Assignment —
Below are some records. Return exactly the lines from the one with "<strong>Homiq</strong>" to the one with "58 m²</p><p>Тартаківська вулиця</p></div></li>", and nothing else.

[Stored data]
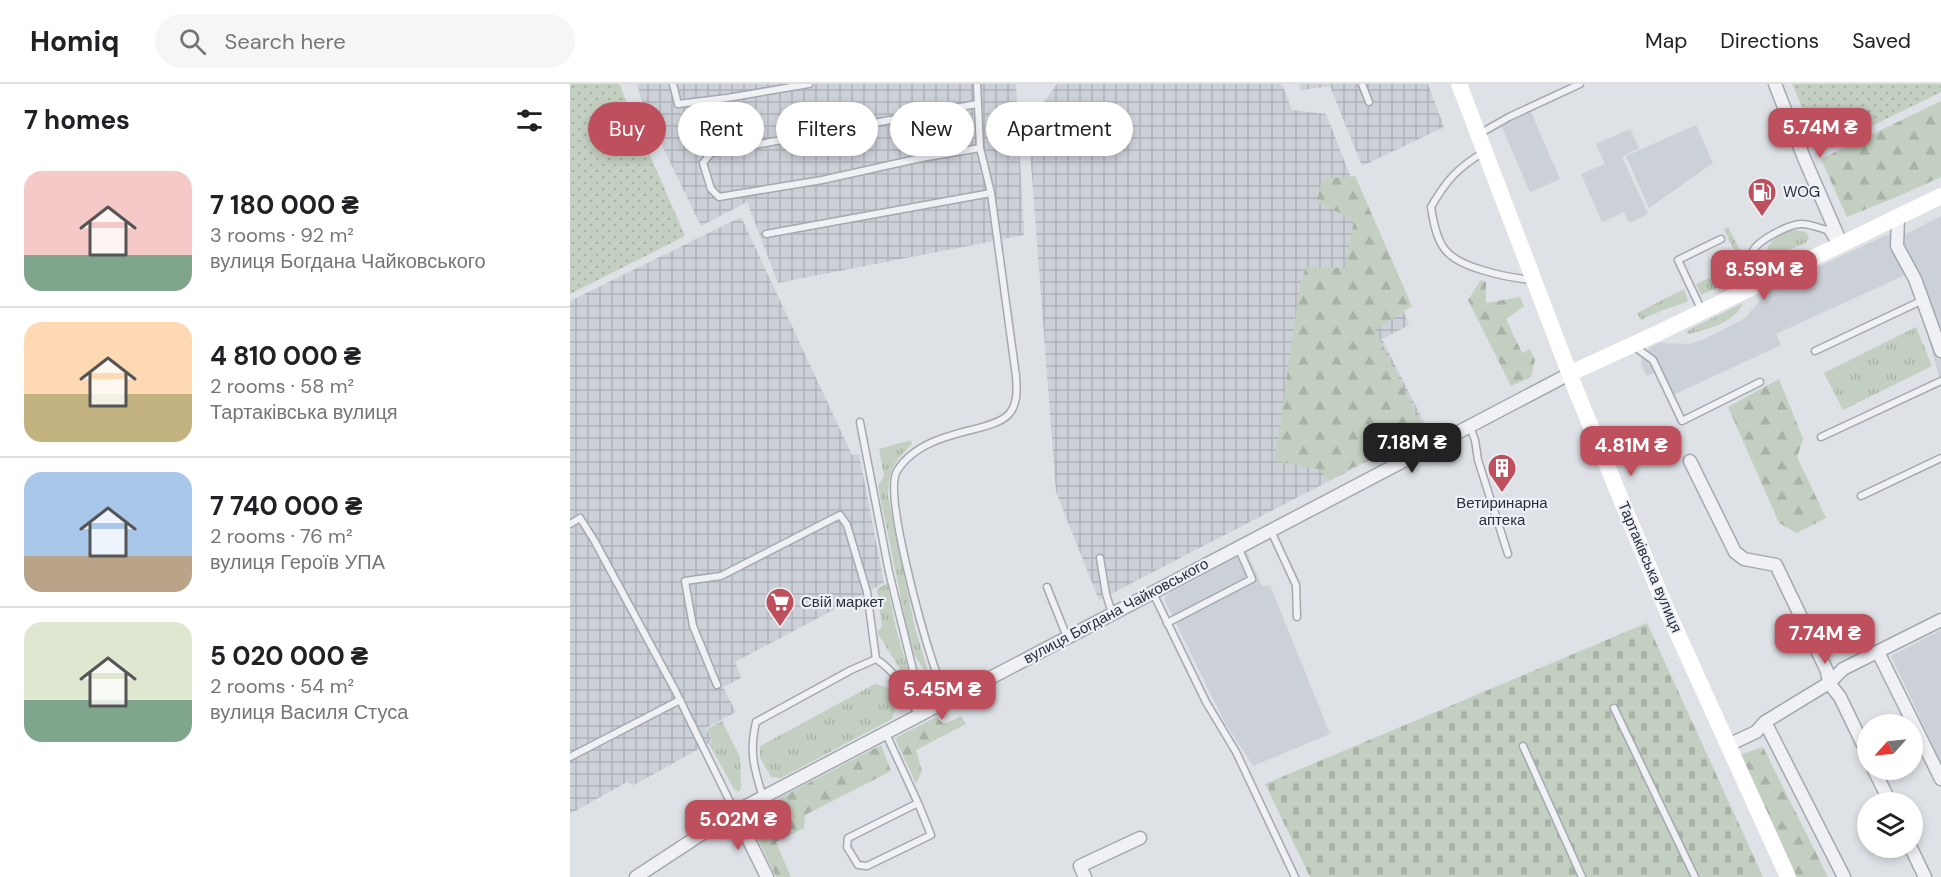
<!DOCTYPE html>
<html lang="en">
<head>
<meta charset="utf-8">
<style>
	body { margin:0; font-family:"DM Sans",sans-serif; background:#f6f6f6; color:#202124; height:100vh; display:flex; flex-direction:column; font-size:22px; white-space:nowrap }
	* { box-sizing:border-box; margin:0 }
	p { font-size:20px; color:#757577 }
	.icon { flex:none; width:33px; height:33px; fill:none; stroke:currentColor; stroke-width:2; stroke-linecap:round; stroke-linejoin:round }
	.map { position:relative; flex:1; overflow:hidden }
	.panel { display:flex; flex-direction:column; background:#fff; width:570px }
	.panel>* { flex:none }
	.banner { position:absolute; left:18px; top:18px; width:570px; height:54px; display:flex; gap:12px }
	.needle { width:39px; rotate:243deg }
	.tools { position:absolute; left:1287px; top:630px; display:grid; gap:12px }
	.tools a { display:grid; place-items:center; width:66px; height:66px; border-radius:50%; background:#fff; box-shadow:0 3px 9px #0003; font-size:30px }
	.price { position:absolute; translate:-50% -51px; padding:0 14px; border-radius:12px; background:#be505d; color:#fff; font-size:20px; line-height:39px; filter:drop-shadow(0 2px 3px #0008) }
	.price::after { content:''; position:absolute; left:50%; top:36px; width:18px; height:14px; margin-left:-9px; background:inherit; clip-path:polygon(0 0,100% 0,50% 100%) }
	.price.current { background:#222; color:#fff }
	ul { padding:0; list-style:none }
	li { display:flex; align-items:center; gap:18px; height:150px; padding:0 24px }
	li+li { border-top:2px solid #e0e0e0 }
	li span { display:grid; place-items:center; flex:none; width:168px; height:120px; border-radius:18px; color:#555 }
	li>.icon { margin-inline-start:auto }
	span .icon { width:72px; height:72px; fill:#fffc; stroke-width:1 }
	li b { font-size:26px }
	h2 { display:flex; justify-content:space-between; align-items:center; height:72px; padding:0 24px; font-size:26px }
	.pill { padding:0 21px; border-radius:27px; background:#fff; box-shadow:0 3px 9px #0003; font-size:21px; line-height:54px }
	.pill.current { background:#be505d; color:#fff }
	header { display:flex; align-items:center; gap:36px; box-sizing:border-box; height:84px; padding:0 30px; background:#fff; border-bottom:2px solid #e0e0e0 }
	header strong { font-size:28px }
	nav { display:flex; gap:33px; margin-inline-start:auto; font-size:21px }
	.search { width:420px; height:54px; background:#f6f6f6; display:flex; align-items:center; gap:15px; box-sizing:border-box; padding:0 21px; border-radius:33px; color:#757577; font-size:22px }
	main { display:flex; flex:1; min-height:0 }
	.map>svg:first-child { display:block }
</style>
</head>
<body>
<header>
<strong>Homiq</strong>
<div class="search"><svg class="icon" aria-label="search" viewBox="0 0 24 24"><circle cx="10" cy="10" r="6"/><path d="M15 15l6 6"/></svg>Search here</div>
<nav><a>Map</a><a>Directions</a><a>Saved</a></nav>
</header>
<main>
<section class="panel">
<h2>7 homes<svg class="icon" aria-label="filters" viewBox="0 0 24 24"><path d="M4 7h16M4 17h16"/><circle cx="9" cy="7" r="2"/><circle cx="15" cy="17" r="2"/></svg></h2>
<ul>
<li><span style="background:linear-gradient(#f6c9c9 70%,#7fa58c 0)"><svg class="icon" aria-label="home" viewBox="0 0 24 24"><path d="M3 11l9-7 9 7M6 9v11h12V9"/></svg></span><div><b>7 180 000 ₴</b><p>3 rooms · 92 m²</p><p>вулиця Богдана Чайковського</p></div></li>
<li><span style="background:linear-gradient(#ffd9b3 60%,#c2b280 0)"><svg class="icon" aria-label="home" viewBox="0 0 24 24"><path d="M3 11l9-7 9 7M6 9v11h12V9"/></svg></span><div><b>4 810 000 ₴</b><p>2 rooms · 58 m²</p><p>Тартаківська вулиця</p></div></li>
<li><span style="background:linear-gradient(#a9c7e8 70%,#b9a48a 0)"><svg class="icon" aria-label="home" viewBox="0 0 24 24"><path d="M3 11l9-7 9 7M6 9v11h12V9"/></svg></span><div><b>7 740 000 ₴</b><p>2 rooms · 76 m²</p><p>вулиця Героїв УПА</p></div></li>
<li><span style="background:linear-gradient(#dfe7d0 65%,#7fa58c 0)"><svg class="icon" aria-label="home" viewBox="0 0 24 24"><path d="M3 11l9-7 9 7M6 9v11h12V9"/></svg></span><div><b>5 020 000 ₴</b><p>2 rooms · 54 m²</p><p>вулиця Василя Стуса</p></div></li>
</ul>
</section>
<div class="map">
<svg width="1371" height="793" viewBox="0 0 1371 793">
	<defs>
		<pattern id="industrial-grid" width="8" height="8" patternUnits="userSpaceOnUse" patternTransform="scale(1.5)"><rect width="8" height="8" fill="#ccd0d7"/><path d="M0 4h8M4 0v8" fill="none" stroke="#afb3b9"/></pattern>
		<pattern id="grass-tufts" width="24" height="20" patternUnits="userSpaceOnUse" patternTransform="scale(1.5)"><rect width="24" height="20" fill="#c3cfc0"/><path d="M3 7l-1-3M5 7V3M7 7l1-3M15 17l-1-3M17 17v-4M19 17l1-3" fill="none" stroke="#a8b2a6"/></pattern>
		<pattern id="forest-firs" width="22" height="20" patternUnits="userSpaceOnUse" patternTransform="scale(1.5)"><rect width="22" height="20" fill="#c3cfc0"/><path d="M5 1l3.5 6h-7zM16 11l3.5 6h-7z" fill="#a8b2a6"/></pattern>
		<pattern id="cemetery-stones" width="16" height="16" patternUnits="userSpaceOnUse" patternTransform="scale(1.5)"><rect width="16" height="16" fill="#c3cfc0"/><path d="M2 7V4a2 2 0 0 1 4 0v3zM10 15v-3a2 2 0 0 1 4 0v3z" fill="#a8b2a6"/></pattern>
		<pattern id="garden-dots" width="8" height="8" patternUnits="userSpaceOnUse" patternTransform="scale(1.5)"><rect width="8" height="8" fill="#c3cfc0"/><path d="M2 2h.1M6 6h.1" fill="none" stroke="#a8b2a6" stroke-width="1.8" stroke-linecap="round"/></pattern>
	</defs>
	<rect width="100%" height="100%" fill="#dee1e6"/>
	<g fill="#ccd0d7">
		<polygon points="961,28 990,95 960,108 931,41"/>
		<polygon points="1126,41 1143,79 1079,124 1056,72"/>
		<polygon points="1060,45 1069,64 1052,73 1078,130 1059,139 1054,128 1032,138 1011,90 1035,80 1026,60"/>
		<polygon points="1371,132 1371,299 1346,211 1335,191 1206,250 1211,261 1103,311 1092,285 1077,292 1072,284 1071,273 1081,263 1089,259 1119,260 1133,256 1175,234 1189,218 1193,209 1310,154 1323,149 1332,152"/>
		<polygon points="677,468 692,502 700,501 760,650 683,682 655,639 594,515 598,510"/>
		<polygon points="1371,546 1371,678 1321,572"/>
	</g>
	<g fill="url(#industrial-grid)">
		<polygon points="67,0 446,0 454,151 208,199 177,118 131,142 73,22"/>
		<polygon points="487,0 712,0 722,26 756,30 839,241 812,255 858,346 529,516 486,408 458,40"/>
		<polygon points="729,0 858,0 874,43 792,82 760,2 731,6"/>
		<polygon points="171,133 282,371 289,370 314,499 165,578 171,594 153,603 166,628 136,644 143,657 64,701 57,698 0,730 0,217"/>
	</g>
	<g fill="url(#grass-tufts)">
		<path d="M 1158,143 C 1162,151 1168,160 1171,169 C 1177,191 1147,204 1131,211 L 1126,200 L 1166,182 L 1168,178 L 1167,172 L 1154,145 Z"/>
		<path d="M 1225,146 L 1236,148 L 1239,154 L 1235,159 L 1201,174 L 1197,165 C 1204,152 1210,148 1225,146 Z"/>
		<path d="M 1114,205 L 1118,217 C 1102,224 1087,227 1071,236 L 1067,229 Z"/>
		<path d="M 1173,219 C 1164,239 1139,245 1119,250 L 1116,249 L 1120,245 Z"/>
		<polygon points="1346,243 1362,282 1273,326 1254,289"/>
		<path d="M 341,356 L 342,360 C 323,379 319,385 318,411 L 345,544 L 357,584 L 355,587 L 345,572 L 340,558 L 308,402 L 314,392 L 309,365 Z"/>
		<polygon points="317,499 326,545 340,592 336,595 307,548 312,543 307,505"/>
		<polygon points="305,600 319,604 327,620 322,635 211,694 201,693 190,674 190,662"/>
		<polygon points="152,637 170,673 171,704 169,708 164,705 139,660 143,657 137,645"/>
	</g>
	<g fill="url(#forest-firs)">
		<polygon points="1371,17 1371,93 1329,112 1277,133 1251,75"/>
		<polygon points="785,92 842,222 805,246 853,345 760,396 748,385 705,377 730,201 736,183 775,184 784,136 747,118 752,95"/>
		<polygon points="911,196 916,198 916,219 950,213 954,222 936,235 952,269 960,265 965,276 961,293 941,302 898,216"/>
		<polygon points="1209,295 1233,355 1227,373 1256,434 1227,449 1209,439 1158,323"/>
		<polygon points="391,632 396,640 346,666 352,687 346,700 325,654 366,633 374,640"/>
		<polygon points="311,661 321,687 235,731 234,744 206,758 221,793 206,793 180,738 181,729"/>
		<polygon points="1193,663 1258,793 1225,793 1169,671"/>
	</g>
	<polygon fill="url(#cemetery-stones)" points="1077,539 1193,793 740,793 695,700"/>
	<g fill="url(#garden-dots)">
		<polygon points="0,0 49,0 115,152 0,210"/>
		<polygon points="1222,0 1371,0 1371,8 1251,67"/>
	</g>
	<g fill="none" stroke-linecap="round" stroke-linejoin="round">
		<g stroke="#a4a8af" stroke-width="9">
			<g id="lane">
				<polyline points="103,0 108,20 157,14 239,0"/>
				<polyline points="792,0 799,18"/>
				<polyline points="407,20 141,69 133,79 141,105 149,113 252,96 351,74 410,64"/>
				<polyline points="911,49 939,33 1010,0"/>
				<path d="M 914,68 C 887,84 876,97 861,123 C 867,162 874,175 912,186 C 928,191 944,194 961,196"/>
				<polyline points="196,150 421,109"/>
				<path d="M 1179,203 C 1179,191 1178,176 1184,165 C 1191,155 1218,141 1230,140 C 1238,139 1249,144 1257,146 L 1266,161"/>
				<polyline points="1132,227 1108,176 1151,155"/>
				<polyline points="1065,263 1083,276 1112,337 1190,298"/>
				<polyline points="1245,267 1353,216"/>
				<polyline points="290,338 319,488 343,586 360,626"/>
				<polyline points="900,343 905,356 908,376 938,470"/>
				<polyline points="1251,353 1371,297"/>
				<polyline points="1291,412 1371,374"/>
				<polyline points="0,440 10,434 24,456 105,606 165,728"/>
				<polyline points="701,447 726,501 727,533"/>
				<polyline points="530,474 536,510 542,529"/>
				<polyline points="477,503 497,553"/>
				<polyline points="582,507 636,618 666,668 725,793"/>
				<polyline points="597,539 682,495 668,463"/>
				<polyline points="147,601 123,542 115,497 151,492 270,431 277,441 297,508 306,575"/>
				<path d="M 380,615 C 375,605 368,594 364,582 C 354,552 313,410 327,387 C 344,359 380,351 409,344 C 419,341 431,338 438,331 C 448,321 447,305 446,292 L 421,109 L 410,64 L 407,0"/>
				<polyline points="1044,624 1125,793"/>
				<polyline points="316,650 348,719 361,751 297,782 288,781 277,763 278,754 348,719"/>
				<polyline points="953,662 1012,793"/>
				<polyline points="0,673 110,616"/>
				<path d="M 193,713 C 184,685 179,668 186,638 L 281,586 L 306,575 C 328,589 337,610 349,632"/>
			</g>
		</g>
		<g stroke="#a4a8af" stroke-width="15">
			<g id="street">
				<polyline points="1205,0 1234,74 1271,159"/>
				<polyline points="1328,133 1327,162 1345,195 1371,267"/>
				<polyline points="1120,377 1165,468 1174,475 1206,481 1257,587 1259,599 1270,613 1298,671"/>
				<polyline points="1308,568 1371,695"/>
				<polyline points="1195,638 1274,793"/>
				<polyline points="1158,661 1186,648 1195,638 1259,599 1273,585 1371,536"/>
				<polyline points="1304,686 1320,718"/>
				<polyline points="165,728 197,793"/>
				<polyline points="1341,764 1355,793"/>
				<polyline points="66,793 165,728 1001,289"/>
				<polyline points="515,793 510,782 570,754"/>
			</g>
		</g>
		<use href="#lane" stroke="#f0f1f5" stroke-width="6"/>
		<use href="#street" stroke="#f0f1f5" stroke-width="12"/>
		<g stroke="#fff" stroke-width="16">
			<polyline points="889,0 1005,304 1095,522 1218,793"/>
			<polyline points="1001,289 1088,249 1371,112"/>
		</g>
	</g>
	<defs>
		<g id="fuel-pin" transform="scale(1.5)"><path d="M0 17L-7.5 6A9.5 9.5 0 1 1 7.5 6Z" fill="#be505d" stroke="#edf0f4"/><path d="M-5.5-6h7V0h2V4h1.3V-2.5L3-4.5l.8-.8L6-3V5H2.5V1h-1V6h-7ZM-4.2-4.7v3.2H.2V-4.7Z" fill="#fff"/></g>
		<g id="building-pin" transform="scale(1.5)"><path d="M0 17L-7.5 6A9.5 9.5 0 1 1 7.5 6Z" fill="#be505d" stroke="#edf0f4"/><path d="M-4-6H4V6H1V3H-1V6H-4ZM-2.5-4.3h1.7v1.8h-1.7ZM.8-4.3h1.7v1.8H.8ZM-2.5-1h1.7V.8h-1.7ZM.8-1h1.7V.8H.8Z" fill="#fff"/></g>
		<g id="supermarket-pin" transform="scale(1.5)"><path d="M0 17L-7.5 6A9.5 9.5 0 1 1 7.5 6Z" fill="#be505d" stroke="#edf0f4"/><path d="M-6-5.5h2.5l.6 2H6L4.5 2H-2.5L-4.4-4H-6ZM-1.5 3.2a1.3 1.3 0 1 0 .1 0ZM3 3.2a1.3 1.3 0 1 0 .1 0Z" fill="#fff"/></g>
	</defs>
	<g fill-rule="evenodd">
		<use href="#fuel-pin" x="1192" y="108"/>
		<use href="#building-pin" x="932" y="384"/>
		<use href="#supermarket-pin" x="210" y="518"/>
	</g>
	<g text-anchor="middle" dominant-baseline="central" stroke-width="4.5" stroke-linejoin="round" paint-order="stroke">
		<g font-size="15" fill="#292f3b" stroke="#edf0f4" text-anchor="start">
			<text x="1213" y="108">WOG</text>
			<text x="932" y="419" text-anchor="middle">Ветиринарна<tspan x="932" dy="17">аптека</tspan></text>
			<text x="231" y="518">Свiй маркет</text>
		</g>
		<g font-size="15" fill="#292f3b" stroke="#edf0f4">
			<text transform="translate(1080 483) rotate(67)">Тартаківська вулиця</text>
			<text transform="translate(546 527) rotate(-28)">вулиця Богдана Чайковського</text>
		</g>
	</g>
</svg>
<div class="tools">
<a><svg class="needle" viewBox="-14 -14 28 28"><path d="M0-13l5 13h-10z" fill="#e53935"/><path d="M0 13l5-13h-10z" fill="#757577"/></svg></a>
<a><svg class="icon" aria-label="layers" viewBox="0 0 24 24"><path d="M12 4l9 5-9 5-9-5zM3 14l9 5 9-5"/></svg></a>
</div>
<b class="price" style="left:1250px;top:75px">5.74M ₴</b>
<b class="price" style="left:1194px;top:217px">8.59M ₴</b>
<b class="price current" style="left:842px;top:390px">7.18M ₴</b>
<b class="price" style="left:1061px;top:393px">4.81M ₴</b>
<b class="price" style="left:1255px;top:581px">7.74M ₴</b>
<b class="price" style="left:372px;top:637px">5.45M ₴</b>
<b class="price" style="left:168px;top:767px">5.02M ₴</b>
<div class="banner">
<a class="pill current">Buy</a>
<a class="pill">Rent</a>
<a class="pill">Filters</a>
<a class="pill">New</a>
<a class="pill">Apartment</a>
</div>
</div>
</main>
</body>
</html>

Task response —
<strong>Homiq</strong>
<div class="search"><svg class="icon" aria-label="search" viewBox="0 0 24 24"><circle cx="10" cy="10" r="6"/><path d="M15 15l6 6"/></svg>Search here</div>
<nav><a>Map</a><a>Directions</a><a>Saved</a></nav>
</header>
<main>
<section class="panel">
<h2>7 homes<svg class="icon" aria-label="filters" viewBox="0 0 24 24"><path d="M4 7h16M4 17h16"/><circle cx="9" cy="7" r="2"/><circle cx="15" cy="17" r="2"/></svg></h2>
<ul>
<li><span style="background:linear-gradient(#f6c9c9 70%,#7fa58c 0)"><svg class="icon" aria-label="home" viewBox="0 0 24 24"><path d="M3 11l9-7 9 7M6 9v11h12V9"/></svg></span><div><b>7 180 000 ₴</b><p>3 rooms · 92 m²</p><p>вулиця Богдана Чайковського</p></div></li>
<li><span style="background:linear-gradient(#ffd9b3 60%,#c2b280 0)"><svg class="icon" aria-label="home" viewBox="0 0 24 24"><path d="M3 11l9-7 9 7M6 9v11h12V9"/></svg></span><div><b>4 810 000 ₴</b><p>2 rooms · 58 m²</p><p>Тартаківська вулиця</p></div></li>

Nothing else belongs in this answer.